Key details
Date
- 29 December 2017
Author
- Jessie Bond
Read time
- 3 minutes
In January and February 2018, the RCA is opening its doors to showcase the research, experiments, prototypes, finished pieces and work in progress from across the College’s four Schools and 29 programmes. Much of the work will be on display in open studios, offering the unique chance to see developing work in the environment that it’s created. The Schools of Architecture, Arts & Humanities and Design will be exhibiting 19–21 January in Kensington and Battersea, and the School of Communication will be showing 8–11 February in White City.
Ceramics & Glass, Contemporary Art Practice, Jewellery & Metal, Painting, Photography, Print and Sculpture students are all exhibiting work in Battersea. Head of Print Professor Jo Stockham discussed what can be expected from the first-year Print students.
‘We have an extraordinarily diverse group of students from all over the world, using a wide variety of media from intaglio to video. Many of our students are interested in the mediated image and how we share and materially capture experience as shaped by the internet. Urbanism and the history of print as a political tool, from street art to mapping and the shaping of public culture, postcolonial debates and issues of appropriation continue to be strong themes. The hand-drawn as part of systems of repetition and replication becomes a way to think through the nature of work itself, and co-exists with students examining printed matter, how it is seen, circulated and archived.’
Second-year Ceramics & Glass students will be presenting initial ideas for their final MA work in the workshops. Visitors will be able to see the strength of technical experimentation and process behind the work, as well as the deep understanding of the materials being used. A wide range of approaches will be exhibited from architectural tiles developed for interiors, pieces featuring embroidery-like fine detail, illustration directly on to forms and narrative works that explore storytelling through objects.
‘The Work-in-Progress Show is an opportunity for the students to develop ideas and practice curating their work together,’ explained Head of Ceramics & Glass Felicity Aylieff. ‘It allows them to see their work outside of their studios, in a different environment, experiment with how to show a piece – considering options beyond the shelf, table or plinth, and discover how display might impact on the ways an audience will understand the work.’

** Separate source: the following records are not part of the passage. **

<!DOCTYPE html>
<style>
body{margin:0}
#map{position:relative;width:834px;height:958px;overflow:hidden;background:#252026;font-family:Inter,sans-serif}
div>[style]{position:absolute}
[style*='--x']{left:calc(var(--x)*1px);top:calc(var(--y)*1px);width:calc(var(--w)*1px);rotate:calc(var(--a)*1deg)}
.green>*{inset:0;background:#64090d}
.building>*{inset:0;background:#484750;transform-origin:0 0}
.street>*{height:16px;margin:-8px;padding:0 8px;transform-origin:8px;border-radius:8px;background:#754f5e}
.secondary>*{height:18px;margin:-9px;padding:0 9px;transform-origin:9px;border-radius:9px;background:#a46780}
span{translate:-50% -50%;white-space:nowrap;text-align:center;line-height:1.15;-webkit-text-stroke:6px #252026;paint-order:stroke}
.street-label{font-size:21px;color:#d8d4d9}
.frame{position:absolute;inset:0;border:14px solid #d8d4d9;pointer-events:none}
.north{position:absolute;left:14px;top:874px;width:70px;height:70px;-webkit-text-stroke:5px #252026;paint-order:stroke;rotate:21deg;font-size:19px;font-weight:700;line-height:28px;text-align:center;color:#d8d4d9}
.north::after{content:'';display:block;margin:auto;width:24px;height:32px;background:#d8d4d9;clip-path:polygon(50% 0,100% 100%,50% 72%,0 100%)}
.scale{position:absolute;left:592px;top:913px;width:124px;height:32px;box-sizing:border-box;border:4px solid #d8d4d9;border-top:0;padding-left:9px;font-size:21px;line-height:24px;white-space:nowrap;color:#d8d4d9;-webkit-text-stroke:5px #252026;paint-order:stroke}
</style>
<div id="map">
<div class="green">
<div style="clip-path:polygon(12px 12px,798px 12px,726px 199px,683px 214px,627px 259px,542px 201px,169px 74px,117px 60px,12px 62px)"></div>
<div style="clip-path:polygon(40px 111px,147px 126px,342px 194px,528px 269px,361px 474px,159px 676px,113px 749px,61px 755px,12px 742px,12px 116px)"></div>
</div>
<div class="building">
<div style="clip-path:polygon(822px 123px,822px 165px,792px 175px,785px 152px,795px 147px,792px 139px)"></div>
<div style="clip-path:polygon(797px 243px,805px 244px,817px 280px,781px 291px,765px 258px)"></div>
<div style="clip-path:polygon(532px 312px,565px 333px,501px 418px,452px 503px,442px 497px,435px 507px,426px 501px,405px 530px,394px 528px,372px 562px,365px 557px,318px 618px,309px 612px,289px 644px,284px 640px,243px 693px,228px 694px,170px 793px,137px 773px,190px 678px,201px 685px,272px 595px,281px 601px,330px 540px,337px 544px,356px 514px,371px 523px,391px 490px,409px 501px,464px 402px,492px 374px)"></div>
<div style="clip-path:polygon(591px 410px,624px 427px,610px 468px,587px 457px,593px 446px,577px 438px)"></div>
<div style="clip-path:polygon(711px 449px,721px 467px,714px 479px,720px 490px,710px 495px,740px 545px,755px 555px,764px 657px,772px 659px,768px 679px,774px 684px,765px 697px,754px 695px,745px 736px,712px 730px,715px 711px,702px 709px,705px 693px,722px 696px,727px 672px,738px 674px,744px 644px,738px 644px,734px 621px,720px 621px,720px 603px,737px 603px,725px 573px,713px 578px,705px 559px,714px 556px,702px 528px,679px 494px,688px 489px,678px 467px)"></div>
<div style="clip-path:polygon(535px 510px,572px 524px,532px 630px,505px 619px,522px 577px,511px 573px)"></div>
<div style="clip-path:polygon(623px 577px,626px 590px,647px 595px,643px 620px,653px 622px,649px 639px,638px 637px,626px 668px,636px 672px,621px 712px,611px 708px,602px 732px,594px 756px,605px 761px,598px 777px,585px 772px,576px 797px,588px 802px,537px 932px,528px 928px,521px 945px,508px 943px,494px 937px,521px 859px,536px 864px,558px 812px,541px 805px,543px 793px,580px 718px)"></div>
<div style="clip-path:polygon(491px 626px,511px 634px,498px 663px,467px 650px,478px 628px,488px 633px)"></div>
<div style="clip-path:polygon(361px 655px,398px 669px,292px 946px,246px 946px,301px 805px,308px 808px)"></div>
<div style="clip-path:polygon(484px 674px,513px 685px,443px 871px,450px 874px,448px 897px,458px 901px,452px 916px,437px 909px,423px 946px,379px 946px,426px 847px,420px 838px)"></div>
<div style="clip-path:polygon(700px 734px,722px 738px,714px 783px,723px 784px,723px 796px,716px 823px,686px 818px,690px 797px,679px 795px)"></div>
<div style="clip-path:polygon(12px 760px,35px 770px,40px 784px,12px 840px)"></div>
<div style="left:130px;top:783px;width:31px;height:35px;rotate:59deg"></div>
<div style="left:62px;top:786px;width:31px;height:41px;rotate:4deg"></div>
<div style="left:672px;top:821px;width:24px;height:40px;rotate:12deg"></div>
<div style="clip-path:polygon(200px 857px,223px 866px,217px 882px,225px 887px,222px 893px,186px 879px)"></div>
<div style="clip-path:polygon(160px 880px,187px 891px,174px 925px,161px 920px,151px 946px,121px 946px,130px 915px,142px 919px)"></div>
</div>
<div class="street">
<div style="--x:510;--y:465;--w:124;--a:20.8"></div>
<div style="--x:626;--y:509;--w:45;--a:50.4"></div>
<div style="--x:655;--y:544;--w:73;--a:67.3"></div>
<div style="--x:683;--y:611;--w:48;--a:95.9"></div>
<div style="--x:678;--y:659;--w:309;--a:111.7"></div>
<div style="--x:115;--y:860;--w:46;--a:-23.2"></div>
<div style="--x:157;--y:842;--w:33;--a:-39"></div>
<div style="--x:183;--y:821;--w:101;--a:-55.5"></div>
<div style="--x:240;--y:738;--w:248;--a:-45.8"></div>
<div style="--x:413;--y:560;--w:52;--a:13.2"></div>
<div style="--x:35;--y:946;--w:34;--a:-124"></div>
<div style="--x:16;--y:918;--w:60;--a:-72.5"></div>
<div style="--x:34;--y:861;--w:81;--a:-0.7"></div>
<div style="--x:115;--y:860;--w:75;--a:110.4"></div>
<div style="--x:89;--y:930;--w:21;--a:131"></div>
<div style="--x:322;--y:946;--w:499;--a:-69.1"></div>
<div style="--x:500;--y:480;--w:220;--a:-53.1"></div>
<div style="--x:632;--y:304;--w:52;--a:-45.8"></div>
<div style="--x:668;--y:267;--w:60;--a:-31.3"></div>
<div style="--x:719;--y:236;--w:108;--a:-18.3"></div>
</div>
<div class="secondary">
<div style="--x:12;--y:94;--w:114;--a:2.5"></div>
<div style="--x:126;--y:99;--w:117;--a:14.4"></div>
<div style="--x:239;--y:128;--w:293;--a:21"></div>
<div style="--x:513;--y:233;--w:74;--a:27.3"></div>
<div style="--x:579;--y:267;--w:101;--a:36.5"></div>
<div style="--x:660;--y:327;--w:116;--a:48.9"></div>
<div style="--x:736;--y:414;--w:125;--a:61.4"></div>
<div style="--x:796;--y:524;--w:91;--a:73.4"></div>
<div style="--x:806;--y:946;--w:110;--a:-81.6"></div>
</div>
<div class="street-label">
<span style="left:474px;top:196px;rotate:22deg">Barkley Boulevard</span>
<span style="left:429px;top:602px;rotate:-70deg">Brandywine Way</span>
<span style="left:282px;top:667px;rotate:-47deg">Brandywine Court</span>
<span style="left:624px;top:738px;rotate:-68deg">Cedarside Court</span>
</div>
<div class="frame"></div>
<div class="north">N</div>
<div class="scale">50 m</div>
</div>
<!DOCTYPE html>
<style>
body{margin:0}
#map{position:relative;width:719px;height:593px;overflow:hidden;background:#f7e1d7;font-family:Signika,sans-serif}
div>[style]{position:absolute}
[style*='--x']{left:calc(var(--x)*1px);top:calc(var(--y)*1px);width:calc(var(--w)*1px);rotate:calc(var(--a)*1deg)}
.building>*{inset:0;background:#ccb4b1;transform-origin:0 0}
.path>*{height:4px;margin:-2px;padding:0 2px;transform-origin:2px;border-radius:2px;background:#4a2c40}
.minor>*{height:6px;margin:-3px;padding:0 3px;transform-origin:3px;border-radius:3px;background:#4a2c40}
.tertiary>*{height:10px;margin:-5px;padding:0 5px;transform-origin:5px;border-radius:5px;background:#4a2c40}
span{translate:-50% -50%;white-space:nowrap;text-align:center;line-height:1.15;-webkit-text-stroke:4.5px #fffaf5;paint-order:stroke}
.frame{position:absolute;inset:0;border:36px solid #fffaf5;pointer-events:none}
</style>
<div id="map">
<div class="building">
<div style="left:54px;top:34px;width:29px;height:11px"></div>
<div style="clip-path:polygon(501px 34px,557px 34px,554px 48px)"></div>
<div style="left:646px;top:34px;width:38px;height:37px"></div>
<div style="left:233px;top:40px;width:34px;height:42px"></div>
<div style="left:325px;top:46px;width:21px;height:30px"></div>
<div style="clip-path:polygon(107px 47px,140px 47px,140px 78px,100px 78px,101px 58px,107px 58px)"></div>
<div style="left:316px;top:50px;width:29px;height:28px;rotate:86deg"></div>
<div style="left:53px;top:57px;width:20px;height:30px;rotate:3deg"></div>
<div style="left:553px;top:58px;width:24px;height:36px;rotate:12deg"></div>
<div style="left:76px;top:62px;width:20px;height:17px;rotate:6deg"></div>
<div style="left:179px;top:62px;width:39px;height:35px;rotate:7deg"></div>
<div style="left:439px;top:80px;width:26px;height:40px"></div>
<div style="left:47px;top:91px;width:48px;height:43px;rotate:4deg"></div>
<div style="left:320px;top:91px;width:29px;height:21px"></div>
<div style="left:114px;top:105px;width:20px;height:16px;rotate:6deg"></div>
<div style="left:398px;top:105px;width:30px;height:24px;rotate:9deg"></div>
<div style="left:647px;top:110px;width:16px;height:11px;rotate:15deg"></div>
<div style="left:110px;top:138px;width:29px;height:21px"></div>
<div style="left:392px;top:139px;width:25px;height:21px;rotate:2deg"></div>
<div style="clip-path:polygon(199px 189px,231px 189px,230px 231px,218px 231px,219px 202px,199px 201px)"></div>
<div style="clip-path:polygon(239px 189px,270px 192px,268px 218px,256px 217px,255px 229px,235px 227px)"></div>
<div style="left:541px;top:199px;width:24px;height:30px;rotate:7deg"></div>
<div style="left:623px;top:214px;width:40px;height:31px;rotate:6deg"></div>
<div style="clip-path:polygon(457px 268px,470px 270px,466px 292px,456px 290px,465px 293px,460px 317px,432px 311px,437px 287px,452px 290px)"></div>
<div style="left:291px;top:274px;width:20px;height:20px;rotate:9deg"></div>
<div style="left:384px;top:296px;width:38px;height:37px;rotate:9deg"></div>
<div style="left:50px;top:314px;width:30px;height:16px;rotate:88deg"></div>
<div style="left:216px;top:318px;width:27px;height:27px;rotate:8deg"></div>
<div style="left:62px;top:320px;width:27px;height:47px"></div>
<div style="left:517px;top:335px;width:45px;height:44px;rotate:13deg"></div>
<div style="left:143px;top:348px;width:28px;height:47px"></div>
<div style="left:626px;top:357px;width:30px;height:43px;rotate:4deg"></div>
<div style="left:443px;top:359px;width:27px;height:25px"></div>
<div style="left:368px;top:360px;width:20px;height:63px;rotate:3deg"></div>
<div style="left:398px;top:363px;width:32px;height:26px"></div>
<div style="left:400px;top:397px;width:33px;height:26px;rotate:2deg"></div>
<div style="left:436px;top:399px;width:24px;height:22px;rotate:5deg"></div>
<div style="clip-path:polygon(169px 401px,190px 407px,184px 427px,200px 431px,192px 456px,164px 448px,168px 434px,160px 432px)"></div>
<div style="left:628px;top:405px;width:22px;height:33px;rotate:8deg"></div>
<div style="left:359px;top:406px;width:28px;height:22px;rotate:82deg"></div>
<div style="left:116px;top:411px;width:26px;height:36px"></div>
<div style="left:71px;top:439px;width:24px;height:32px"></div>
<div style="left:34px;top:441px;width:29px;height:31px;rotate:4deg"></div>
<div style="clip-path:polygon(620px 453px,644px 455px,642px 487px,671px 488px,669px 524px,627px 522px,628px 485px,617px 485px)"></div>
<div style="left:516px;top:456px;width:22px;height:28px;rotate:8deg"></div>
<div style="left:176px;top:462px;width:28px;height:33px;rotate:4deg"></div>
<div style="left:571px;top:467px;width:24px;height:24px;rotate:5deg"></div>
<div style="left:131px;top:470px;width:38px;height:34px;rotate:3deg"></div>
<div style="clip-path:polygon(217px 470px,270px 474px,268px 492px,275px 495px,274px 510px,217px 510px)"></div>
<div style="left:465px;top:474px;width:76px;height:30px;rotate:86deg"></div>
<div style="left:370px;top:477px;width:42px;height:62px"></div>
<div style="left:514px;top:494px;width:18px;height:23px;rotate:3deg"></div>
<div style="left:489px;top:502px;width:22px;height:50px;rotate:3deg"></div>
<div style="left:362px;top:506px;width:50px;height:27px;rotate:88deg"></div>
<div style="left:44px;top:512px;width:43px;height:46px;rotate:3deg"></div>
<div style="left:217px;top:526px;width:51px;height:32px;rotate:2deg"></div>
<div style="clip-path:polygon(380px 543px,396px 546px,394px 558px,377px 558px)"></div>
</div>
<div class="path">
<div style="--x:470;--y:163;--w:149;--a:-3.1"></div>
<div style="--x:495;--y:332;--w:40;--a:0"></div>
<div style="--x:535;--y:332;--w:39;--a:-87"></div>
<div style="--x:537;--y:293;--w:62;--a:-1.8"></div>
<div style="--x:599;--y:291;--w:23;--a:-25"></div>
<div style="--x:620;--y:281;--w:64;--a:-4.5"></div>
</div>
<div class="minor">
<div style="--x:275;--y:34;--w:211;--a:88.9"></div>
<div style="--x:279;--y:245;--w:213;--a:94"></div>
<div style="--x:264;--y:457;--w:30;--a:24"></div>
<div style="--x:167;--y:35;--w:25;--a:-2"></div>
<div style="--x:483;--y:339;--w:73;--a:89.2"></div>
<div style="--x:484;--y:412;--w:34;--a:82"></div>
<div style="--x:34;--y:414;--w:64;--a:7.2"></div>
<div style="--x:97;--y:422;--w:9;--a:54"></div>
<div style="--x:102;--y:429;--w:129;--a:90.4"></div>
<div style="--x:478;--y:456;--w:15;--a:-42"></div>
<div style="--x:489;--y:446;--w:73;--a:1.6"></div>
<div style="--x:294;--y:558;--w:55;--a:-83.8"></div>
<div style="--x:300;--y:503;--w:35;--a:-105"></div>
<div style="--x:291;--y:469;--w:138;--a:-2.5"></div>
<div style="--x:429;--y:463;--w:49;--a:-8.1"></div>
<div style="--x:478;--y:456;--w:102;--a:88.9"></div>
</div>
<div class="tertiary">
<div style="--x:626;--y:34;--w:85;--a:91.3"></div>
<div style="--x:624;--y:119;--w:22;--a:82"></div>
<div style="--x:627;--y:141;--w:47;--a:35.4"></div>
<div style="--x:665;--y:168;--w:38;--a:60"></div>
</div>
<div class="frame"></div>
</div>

First-year Ceramics & Glass students will also be exhibiting the outcomes of their first project at the College, which asked them to respond to a piece from the V&A ceramics and glass collections with a contemporary work. This brief challenged them to interrogate the technical processes behind historic pieces to acquire technical information that informed the new work.
In Kensington the Architecture, Design Products, Fashion, Global Innovation Design, Innovation Design Engineering, Intelligent Mobility, Interior Design, Service Design and Textiles programmes will be exhibiting, as well as two of the College's newest MA programmes City Design and Environmental Architecture. MRes, MPhil and PhD research students from both the School of Architecture and Design will also be on display.
First-year Architecture students will show work from live projects that include working with the Design Museum, London, on questions of the domestic and contributing to Manifesta12, which will take place in Palermo in 2018, as well as collaborations with Barcelona en Commu for sites in Barcelona and FRAC Orleans for an exhibition in the coming year. Second-year Architecture students will show work in progress from their thesis projects, which they are formulating in response to the Architectural Design Studio (ADS) themes. First-year Interior Design students will show work from a project focused on the redevelopment of Denmark Street in Soho, London, and second-year students will exhibit the early stages of their final thesis project developed within the Interior Design platforms.
The new City Design MA programme will exhibit work from emerging projects, including a project from one group currently working with the NHS on the Canada Water site in Southwark and looking at issues of care and ageing. MA Environmental Architecture students will present their research on ‘The Lithium Triangle’, focusing on the role of lithium for the development of green technologies, as well as the environmental implications of its extraction. Students are working together in collaboration with several different organisations, both academic and non-academic, including legal teams and indigenous groups from Chile, Argentina and Bolivia.
The School of Communication Work in Progress show will take place 9–11 February in White City. The Animation, Information Experience Design (IED) and Visual Communication programmes will all showcase work. Second-year IED students will use the opportunity to present the research, material experiments and prototypes that will feed into their final projects, which range across moving image, sound objects and experimental interactions.
The Work-in-progress Show graphic identity is designed by Regular Practice, founded by Tom Finn and Kristoffer Sølling (MA Visual Communication, 2017). The design uses a machine-based algorithm to generate unique typographies.